You can save a sequence DataFrame (‘df_seq’) as a FASTA file using the to_fasta() function:

import aaanalysis as aa
# Load example dataset
df_seq = aa.load_dataset(name="SEQ_AMYLO", n=10)
aa.display_df(df_seq)

# Save as fasta
file_path = "data/example_FASTA_save.fasta"
aa.to_fasta(df_seq=df_seq, file_path=file_path)

	entry	sequence	label
1	AMYLO_1	AAAQAA	0
2	AMYLO_2	QSSYSS	0
3	AMYLO_3	QSYGQQ	0
4	AMYLO_4	QSYNPP	0
5	AMYLO_5	QSYSGY	0
6	AMYLO_6	QTDARN	0
7	AMYLO_7	QTEEKK	0
8	AMYLO_8	QTFNLF	0
9	AMYLO_9	QTNLYG	0
10	AMYLO_10	QVGFGN	0
11	AMYLO_904	NTVIIE	1
12	AMYLO_905	NQQNQY	1
13	AMYLO_906	NQNNFV	1
14	AMYLO_907	NQIVYK	1
15	AMYLO_908	NINKSN	1
16	AMYLO_909	NQFNLM	1
17	AMYLO_910	NNSGPN	1
18	AMYLO_911	NNQQNY	1
19	AMYLO_912	NKGAII	1
20	AMYLO_913	NNNWSL	1

The names of the entry and sequence columns from the DataFrame should match with the col_id and col_seq parameters:

# Save DataFrame with specified columns
aa.to_fasta(df_seq=df_seq, file_path=file_path, col_seq="sequence", col_id="entry")

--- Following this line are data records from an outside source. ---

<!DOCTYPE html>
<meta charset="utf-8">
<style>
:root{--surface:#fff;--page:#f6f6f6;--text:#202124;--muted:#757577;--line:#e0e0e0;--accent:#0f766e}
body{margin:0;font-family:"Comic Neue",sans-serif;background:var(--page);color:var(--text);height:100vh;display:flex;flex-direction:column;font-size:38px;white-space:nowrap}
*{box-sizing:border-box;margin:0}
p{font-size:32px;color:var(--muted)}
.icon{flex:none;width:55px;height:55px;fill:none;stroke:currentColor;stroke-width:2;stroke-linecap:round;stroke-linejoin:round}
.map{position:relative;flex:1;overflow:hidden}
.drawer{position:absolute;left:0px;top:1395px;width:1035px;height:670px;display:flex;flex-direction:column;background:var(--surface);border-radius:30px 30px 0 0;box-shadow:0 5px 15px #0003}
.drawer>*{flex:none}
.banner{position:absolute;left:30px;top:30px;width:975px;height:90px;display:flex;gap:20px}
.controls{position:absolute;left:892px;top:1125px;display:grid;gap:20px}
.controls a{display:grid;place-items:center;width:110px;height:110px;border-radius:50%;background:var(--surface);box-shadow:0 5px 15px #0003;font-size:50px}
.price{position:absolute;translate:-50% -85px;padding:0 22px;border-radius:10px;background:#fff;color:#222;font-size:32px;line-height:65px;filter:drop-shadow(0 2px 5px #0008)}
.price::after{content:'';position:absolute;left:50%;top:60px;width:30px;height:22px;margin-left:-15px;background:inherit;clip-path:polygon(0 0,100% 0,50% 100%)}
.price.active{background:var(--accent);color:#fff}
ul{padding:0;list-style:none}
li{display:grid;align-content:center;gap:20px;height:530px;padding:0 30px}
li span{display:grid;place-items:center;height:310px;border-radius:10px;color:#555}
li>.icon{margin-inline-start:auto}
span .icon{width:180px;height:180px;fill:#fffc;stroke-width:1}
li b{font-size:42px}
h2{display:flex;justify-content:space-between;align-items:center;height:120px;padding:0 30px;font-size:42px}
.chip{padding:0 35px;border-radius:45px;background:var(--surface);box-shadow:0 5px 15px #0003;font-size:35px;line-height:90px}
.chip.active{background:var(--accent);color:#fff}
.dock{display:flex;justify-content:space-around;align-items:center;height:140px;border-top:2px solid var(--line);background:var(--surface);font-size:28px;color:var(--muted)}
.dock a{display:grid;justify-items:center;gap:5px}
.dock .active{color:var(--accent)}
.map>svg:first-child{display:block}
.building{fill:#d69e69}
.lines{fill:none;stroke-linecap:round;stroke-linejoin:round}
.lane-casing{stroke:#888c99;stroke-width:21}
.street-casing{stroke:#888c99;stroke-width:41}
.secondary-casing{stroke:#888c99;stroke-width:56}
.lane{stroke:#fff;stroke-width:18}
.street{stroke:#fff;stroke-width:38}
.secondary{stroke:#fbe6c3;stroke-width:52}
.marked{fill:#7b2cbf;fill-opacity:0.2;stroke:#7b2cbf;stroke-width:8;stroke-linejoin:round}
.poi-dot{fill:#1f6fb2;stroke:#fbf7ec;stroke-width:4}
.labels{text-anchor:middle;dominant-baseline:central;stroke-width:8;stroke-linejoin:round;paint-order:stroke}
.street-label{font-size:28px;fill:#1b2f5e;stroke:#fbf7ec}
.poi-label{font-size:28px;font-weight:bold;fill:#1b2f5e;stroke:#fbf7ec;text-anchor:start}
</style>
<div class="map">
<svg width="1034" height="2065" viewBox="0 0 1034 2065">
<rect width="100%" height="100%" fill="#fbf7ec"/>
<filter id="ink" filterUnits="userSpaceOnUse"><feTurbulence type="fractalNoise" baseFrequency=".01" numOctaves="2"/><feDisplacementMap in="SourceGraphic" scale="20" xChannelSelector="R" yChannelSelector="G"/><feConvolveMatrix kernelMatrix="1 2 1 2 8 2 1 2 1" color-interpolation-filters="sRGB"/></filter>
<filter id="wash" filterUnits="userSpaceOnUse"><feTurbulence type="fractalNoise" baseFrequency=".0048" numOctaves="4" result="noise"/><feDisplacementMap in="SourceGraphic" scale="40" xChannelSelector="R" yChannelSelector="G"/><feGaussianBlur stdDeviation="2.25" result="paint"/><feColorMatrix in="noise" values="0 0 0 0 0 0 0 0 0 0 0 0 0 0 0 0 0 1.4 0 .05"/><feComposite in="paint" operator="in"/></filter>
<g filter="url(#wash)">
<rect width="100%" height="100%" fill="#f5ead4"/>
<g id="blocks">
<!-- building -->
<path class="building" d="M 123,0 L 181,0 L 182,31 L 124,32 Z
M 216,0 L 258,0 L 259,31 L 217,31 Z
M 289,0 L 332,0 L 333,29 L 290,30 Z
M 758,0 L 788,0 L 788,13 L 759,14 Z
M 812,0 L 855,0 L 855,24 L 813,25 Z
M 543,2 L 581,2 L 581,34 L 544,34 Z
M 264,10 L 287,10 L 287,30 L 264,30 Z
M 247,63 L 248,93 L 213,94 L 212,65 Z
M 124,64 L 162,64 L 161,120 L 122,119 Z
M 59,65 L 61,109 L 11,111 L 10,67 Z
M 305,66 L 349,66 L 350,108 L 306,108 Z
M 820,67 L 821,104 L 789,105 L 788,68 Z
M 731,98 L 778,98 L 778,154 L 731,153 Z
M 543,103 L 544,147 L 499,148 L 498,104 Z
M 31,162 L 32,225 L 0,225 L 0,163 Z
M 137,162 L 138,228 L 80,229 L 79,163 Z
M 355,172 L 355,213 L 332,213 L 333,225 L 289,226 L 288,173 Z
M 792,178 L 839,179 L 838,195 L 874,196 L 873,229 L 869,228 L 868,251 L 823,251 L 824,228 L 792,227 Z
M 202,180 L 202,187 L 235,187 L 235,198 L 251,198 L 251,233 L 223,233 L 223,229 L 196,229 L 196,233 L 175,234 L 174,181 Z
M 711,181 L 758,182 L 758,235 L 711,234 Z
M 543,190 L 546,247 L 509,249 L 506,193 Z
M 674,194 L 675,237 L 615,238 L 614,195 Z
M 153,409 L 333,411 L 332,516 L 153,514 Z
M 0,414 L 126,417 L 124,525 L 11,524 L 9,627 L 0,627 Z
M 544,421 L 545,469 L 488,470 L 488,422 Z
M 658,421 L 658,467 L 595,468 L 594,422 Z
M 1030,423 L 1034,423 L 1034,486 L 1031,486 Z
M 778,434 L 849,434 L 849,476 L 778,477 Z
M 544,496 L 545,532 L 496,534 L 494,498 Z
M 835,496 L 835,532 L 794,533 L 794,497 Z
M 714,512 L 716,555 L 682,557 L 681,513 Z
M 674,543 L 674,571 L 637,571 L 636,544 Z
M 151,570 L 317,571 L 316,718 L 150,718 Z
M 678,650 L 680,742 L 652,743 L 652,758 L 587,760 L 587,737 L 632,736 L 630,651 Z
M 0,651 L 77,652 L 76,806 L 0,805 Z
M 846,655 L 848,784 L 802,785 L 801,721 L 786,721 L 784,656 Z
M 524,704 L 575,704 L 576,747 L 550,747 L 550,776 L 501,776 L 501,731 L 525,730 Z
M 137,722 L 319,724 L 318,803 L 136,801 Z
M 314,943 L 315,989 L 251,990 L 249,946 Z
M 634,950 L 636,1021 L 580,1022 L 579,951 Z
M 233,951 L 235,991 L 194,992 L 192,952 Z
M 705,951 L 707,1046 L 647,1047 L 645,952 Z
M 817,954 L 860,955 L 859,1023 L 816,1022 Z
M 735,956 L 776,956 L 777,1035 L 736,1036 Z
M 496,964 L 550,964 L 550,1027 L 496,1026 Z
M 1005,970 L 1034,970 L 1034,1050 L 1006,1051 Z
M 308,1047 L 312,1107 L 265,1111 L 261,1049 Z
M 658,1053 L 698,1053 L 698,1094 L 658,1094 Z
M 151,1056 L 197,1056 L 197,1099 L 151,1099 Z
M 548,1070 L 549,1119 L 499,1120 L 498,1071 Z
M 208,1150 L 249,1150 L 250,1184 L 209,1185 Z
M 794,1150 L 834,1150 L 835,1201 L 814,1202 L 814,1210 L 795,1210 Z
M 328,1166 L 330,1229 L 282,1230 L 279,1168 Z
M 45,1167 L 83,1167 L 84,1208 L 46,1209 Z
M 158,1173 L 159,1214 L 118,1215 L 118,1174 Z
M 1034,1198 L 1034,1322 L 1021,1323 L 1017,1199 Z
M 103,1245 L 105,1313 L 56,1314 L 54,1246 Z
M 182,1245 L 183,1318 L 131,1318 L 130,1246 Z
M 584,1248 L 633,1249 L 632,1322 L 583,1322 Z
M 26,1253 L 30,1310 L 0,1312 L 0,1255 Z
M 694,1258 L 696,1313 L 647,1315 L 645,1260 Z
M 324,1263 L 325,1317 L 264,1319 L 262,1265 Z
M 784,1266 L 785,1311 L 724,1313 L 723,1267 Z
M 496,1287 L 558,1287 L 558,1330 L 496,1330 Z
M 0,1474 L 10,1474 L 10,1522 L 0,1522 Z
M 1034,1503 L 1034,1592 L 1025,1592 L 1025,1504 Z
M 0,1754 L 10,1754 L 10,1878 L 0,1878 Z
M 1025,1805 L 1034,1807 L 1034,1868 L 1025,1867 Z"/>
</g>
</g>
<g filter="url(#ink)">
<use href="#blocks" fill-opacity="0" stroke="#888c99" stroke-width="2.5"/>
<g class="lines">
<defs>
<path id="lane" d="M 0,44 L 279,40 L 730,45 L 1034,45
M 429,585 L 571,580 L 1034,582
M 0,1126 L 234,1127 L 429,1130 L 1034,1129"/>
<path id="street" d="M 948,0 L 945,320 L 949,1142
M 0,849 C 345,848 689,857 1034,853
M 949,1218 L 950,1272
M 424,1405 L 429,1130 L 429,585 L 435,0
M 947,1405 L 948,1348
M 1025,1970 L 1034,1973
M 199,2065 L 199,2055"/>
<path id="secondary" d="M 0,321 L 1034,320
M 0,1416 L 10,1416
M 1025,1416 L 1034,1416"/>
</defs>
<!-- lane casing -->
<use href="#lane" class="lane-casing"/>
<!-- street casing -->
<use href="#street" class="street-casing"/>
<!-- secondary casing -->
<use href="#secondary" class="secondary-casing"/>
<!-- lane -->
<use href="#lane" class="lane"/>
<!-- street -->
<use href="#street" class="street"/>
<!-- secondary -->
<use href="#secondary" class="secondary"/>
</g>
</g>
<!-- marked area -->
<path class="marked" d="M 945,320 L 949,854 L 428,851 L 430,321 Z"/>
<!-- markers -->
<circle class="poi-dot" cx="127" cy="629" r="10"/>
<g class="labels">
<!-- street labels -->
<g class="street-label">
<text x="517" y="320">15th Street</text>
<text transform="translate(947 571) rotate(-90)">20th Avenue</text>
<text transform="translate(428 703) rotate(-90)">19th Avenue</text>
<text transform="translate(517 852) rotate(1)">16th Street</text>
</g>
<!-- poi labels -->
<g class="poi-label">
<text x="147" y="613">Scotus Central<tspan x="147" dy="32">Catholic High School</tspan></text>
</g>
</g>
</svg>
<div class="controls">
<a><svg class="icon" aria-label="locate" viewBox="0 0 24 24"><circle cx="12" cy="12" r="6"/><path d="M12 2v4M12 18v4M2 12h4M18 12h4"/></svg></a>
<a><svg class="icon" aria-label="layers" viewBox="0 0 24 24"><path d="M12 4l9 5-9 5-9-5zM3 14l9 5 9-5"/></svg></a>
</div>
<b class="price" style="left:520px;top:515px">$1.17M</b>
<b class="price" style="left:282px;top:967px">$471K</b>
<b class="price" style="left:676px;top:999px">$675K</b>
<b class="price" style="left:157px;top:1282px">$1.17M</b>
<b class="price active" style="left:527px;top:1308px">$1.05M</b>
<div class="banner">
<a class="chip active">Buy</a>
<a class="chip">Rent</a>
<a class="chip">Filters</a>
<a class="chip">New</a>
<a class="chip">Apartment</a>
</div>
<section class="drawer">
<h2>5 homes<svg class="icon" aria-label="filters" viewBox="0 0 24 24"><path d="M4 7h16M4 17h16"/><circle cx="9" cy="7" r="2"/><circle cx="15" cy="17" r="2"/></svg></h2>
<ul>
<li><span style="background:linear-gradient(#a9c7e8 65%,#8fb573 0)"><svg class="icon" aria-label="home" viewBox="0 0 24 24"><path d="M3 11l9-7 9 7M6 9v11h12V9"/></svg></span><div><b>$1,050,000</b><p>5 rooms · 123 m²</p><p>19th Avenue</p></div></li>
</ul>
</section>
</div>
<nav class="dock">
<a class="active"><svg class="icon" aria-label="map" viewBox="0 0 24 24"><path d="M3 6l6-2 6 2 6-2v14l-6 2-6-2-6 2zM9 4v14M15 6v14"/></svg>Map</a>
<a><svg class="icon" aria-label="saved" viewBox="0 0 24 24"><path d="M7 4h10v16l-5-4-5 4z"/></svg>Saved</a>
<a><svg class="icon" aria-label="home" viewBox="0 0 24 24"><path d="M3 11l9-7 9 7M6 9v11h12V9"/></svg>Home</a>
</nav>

Change the seperator of the FASTA headers using sep:

aa.to_fasta(df_seq=df_seq, file_path=file_path, sep=",")

Specify the database column using the col_db parameter:

# Add database (Swiss-Prot) to df_seq
df_seq["database"] = "sp"
# Save FASTA with database information in header
aa.to_fasta(df_seq=df_seq, file_path=file_path, col_db="database")

To save additional information in the header, use the cols_info parameter providing other DataFrame column names:

aa.to_fasta(df_seq=df_seq, file_path=file_path, cols_info=["label"])